ASA cluster with high bandwidth on Failover link

Chris Bennetts · ‎05-28-2017

I have inherited a 5510 cluster in an Active-Passive cluster.

Occasionally, I see the CPU spikes to 70%+, which is well above what is normal for traffic flow at any time. So far my only clue has been that the Failover ethernet link jumps from 1-1.5Mbps up to ~20-30Mbps (Active sending to Standby). This usually is sustained for many hours.

Firewall config is fairly simple. 3 Ethernet ports active.
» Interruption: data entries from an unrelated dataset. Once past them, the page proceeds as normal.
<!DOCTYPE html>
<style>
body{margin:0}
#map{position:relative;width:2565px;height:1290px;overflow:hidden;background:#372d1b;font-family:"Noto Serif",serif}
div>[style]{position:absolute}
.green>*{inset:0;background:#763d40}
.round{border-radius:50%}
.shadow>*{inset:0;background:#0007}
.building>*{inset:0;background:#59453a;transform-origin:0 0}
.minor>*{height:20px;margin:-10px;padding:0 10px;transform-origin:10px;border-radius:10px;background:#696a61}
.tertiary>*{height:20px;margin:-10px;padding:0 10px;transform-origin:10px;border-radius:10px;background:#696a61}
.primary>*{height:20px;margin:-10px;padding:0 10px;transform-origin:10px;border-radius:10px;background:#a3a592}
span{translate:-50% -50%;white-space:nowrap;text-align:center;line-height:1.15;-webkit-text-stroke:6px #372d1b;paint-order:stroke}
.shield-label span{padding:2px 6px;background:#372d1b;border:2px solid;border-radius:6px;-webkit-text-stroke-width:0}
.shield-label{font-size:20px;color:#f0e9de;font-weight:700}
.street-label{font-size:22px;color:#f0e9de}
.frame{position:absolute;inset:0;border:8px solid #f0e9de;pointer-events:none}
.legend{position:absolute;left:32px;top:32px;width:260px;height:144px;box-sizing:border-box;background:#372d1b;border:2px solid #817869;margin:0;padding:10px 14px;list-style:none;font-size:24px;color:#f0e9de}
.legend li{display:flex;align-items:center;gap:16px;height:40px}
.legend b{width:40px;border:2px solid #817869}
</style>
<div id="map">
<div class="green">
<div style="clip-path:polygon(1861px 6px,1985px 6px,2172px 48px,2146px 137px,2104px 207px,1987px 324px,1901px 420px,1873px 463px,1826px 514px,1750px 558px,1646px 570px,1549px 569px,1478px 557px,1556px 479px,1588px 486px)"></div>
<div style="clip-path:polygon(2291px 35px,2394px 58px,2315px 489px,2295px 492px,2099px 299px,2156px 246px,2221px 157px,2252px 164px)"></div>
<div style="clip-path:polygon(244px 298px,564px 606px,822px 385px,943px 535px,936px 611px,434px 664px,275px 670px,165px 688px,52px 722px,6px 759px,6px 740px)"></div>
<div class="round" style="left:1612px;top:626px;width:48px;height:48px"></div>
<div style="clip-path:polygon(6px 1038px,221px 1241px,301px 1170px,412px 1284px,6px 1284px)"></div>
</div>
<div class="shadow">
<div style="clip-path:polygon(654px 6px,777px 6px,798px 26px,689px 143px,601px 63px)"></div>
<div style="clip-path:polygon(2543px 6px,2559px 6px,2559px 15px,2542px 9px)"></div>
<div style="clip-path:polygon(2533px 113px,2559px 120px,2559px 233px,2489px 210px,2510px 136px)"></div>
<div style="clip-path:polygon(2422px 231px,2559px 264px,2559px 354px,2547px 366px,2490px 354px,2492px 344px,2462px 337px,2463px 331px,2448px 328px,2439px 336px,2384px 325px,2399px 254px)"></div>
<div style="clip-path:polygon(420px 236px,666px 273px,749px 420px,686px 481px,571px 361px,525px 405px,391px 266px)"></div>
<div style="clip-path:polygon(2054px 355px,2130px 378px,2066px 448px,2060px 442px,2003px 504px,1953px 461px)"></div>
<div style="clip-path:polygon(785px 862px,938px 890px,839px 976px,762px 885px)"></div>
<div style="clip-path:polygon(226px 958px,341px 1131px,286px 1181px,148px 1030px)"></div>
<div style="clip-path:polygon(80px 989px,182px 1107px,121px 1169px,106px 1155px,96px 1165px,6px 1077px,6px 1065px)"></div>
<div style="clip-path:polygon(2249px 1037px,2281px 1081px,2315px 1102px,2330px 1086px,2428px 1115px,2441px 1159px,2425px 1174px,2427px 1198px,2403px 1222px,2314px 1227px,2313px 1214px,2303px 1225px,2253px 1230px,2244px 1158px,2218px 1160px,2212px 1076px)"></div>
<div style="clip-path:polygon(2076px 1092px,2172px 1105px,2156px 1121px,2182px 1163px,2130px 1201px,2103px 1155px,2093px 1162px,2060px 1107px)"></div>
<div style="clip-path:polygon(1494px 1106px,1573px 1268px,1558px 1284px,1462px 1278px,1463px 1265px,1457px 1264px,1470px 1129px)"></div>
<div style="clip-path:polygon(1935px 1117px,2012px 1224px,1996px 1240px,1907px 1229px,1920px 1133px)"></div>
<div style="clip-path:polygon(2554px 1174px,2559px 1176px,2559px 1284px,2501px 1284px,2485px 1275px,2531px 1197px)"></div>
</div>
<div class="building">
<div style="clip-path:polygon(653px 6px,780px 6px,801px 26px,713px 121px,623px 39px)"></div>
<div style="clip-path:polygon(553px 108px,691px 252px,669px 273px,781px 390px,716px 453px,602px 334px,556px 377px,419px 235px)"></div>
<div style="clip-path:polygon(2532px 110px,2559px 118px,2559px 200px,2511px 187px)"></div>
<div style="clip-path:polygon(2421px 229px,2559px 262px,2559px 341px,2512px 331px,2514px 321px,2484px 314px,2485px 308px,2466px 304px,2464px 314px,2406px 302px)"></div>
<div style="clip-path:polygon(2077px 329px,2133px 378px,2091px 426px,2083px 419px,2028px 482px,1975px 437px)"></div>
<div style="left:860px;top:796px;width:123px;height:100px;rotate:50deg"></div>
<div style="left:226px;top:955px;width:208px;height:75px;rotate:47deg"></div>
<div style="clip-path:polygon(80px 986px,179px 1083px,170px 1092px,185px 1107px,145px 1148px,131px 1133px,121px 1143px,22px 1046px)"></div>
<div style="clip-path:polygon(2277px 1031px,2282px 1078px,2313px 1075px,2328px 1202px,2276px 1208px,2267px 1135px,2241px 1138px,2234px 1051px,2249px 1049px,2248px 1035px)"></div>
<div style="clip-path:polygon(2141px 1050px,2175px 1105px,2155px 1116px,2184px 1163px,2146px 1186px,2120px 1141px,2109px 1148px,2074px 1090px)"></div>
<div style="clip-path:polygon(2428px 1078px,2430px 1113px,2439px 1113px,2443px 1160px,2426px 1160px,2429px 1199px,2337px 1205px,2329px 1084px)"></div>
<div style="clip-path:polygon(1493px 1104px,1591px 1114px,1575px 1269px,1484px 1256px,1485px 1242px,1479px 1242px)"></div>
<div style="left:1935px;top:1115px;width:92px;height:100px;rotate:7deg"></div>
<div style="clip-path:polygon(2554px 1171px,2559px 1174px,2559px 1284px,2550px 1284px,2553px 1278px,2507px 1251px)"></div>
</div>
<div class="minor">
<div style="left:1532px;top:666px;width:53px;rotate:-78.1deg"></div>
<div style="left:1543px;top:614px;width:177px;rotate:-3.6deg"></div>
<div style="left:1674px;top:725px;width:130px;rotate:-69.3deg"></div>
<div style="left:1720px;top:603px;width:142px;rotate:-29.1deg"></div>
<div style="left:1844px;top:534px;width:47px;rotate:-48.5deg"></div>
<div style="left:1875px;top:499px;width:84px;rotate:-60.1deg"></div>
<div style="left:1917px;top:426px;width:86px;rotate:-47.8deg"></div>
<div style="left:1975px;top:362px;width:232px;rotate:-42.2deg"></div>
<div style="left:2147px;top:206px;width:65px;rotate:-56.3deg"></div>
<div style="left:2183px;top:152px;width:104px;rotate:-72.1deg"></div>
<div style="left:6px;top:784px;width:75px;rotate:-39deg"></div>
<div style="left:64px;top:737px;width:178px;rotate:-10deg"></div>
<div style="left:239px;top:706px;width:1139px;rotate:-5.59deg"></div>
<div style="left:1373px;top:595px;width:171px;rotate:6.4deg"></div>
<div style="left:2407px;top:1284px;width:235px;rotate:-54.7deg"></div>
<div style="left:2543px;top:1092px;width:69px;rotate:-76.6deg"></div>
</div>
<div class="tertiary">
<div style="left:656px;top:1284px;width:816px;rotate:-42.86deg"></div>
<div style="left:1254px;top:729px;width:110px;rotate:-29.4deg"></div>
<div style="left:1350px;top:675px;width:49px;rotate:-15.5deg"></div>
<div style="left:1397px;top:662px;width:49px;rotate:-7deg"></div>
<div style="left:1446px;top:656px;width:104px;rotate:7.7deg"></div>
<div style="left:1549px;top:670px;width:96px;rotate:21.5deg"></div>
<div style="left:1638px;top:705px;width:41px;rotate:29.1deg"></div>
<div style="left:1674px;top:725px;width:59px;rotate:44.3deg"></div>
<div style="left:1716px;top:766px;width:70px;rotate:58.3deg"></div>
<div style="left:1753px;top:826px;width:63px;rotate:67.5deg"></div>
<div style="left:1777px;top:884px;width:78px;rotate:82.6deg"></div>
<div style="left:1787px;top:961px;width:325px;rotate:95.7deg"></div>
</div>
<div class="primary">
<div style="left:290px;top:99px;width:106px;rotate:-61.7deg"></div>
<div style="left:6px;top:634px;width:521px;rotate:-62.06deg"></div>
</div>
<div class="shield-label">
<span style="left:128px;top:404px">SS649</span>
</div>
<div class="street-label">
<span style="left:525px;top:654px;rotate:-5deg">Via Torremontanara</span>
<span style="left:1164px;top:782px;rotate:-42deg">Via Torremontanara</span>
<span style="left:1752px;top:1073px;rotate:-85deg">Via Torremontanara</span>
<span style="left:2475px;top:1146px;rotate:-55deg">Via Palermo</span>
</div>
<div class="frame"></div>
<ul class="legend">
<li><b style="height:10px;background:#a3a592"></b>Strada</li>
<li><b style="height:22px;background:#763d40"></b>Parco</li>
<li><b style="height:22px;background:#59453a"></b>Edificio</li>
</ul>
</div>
Outside, Inside, and Failover. Failover is a direct cable, no switch.

Up until now I have not been able to rule out unusual traffic during the event. However the last event happened at 1am this time. So far it has been happening for 12+ hours.

There was no change in Inside<->Outside traffic, which was normal, sitting about 5Mbps so additional traffic would have been easy to see.

There was no change in Connection Count.

There was no change in xlate count.

The only good thing is there is no massive impact on user experience. There is a slight latency increase cost, but that is it.

So far I cannot figure what might be causing this jump.

If anyone has some good ideas I would be very happy to read them.

Thanks!

Marvin Rhoads · ‎05-28-2017

That sounds like behavior that a bug would cause.

What is the ASA software version that the pair is running?

Chris Bennetts · ‎05-28-2017

Running 8.4(7).

I did have a search around for bug's, but didn't find anything matching.

Marvin Rhoads · ‎05-28-2017

I checked as well and didn't see anything - even in the 8.4(7) interim relelase notes:

http://www.cisco.com/web/software/280775065/107031/ASA-847-Interim-Release-Notes.html

If you have support, the TAC can take a look at unpublished bugIDs and perhaps give a more definitive answer.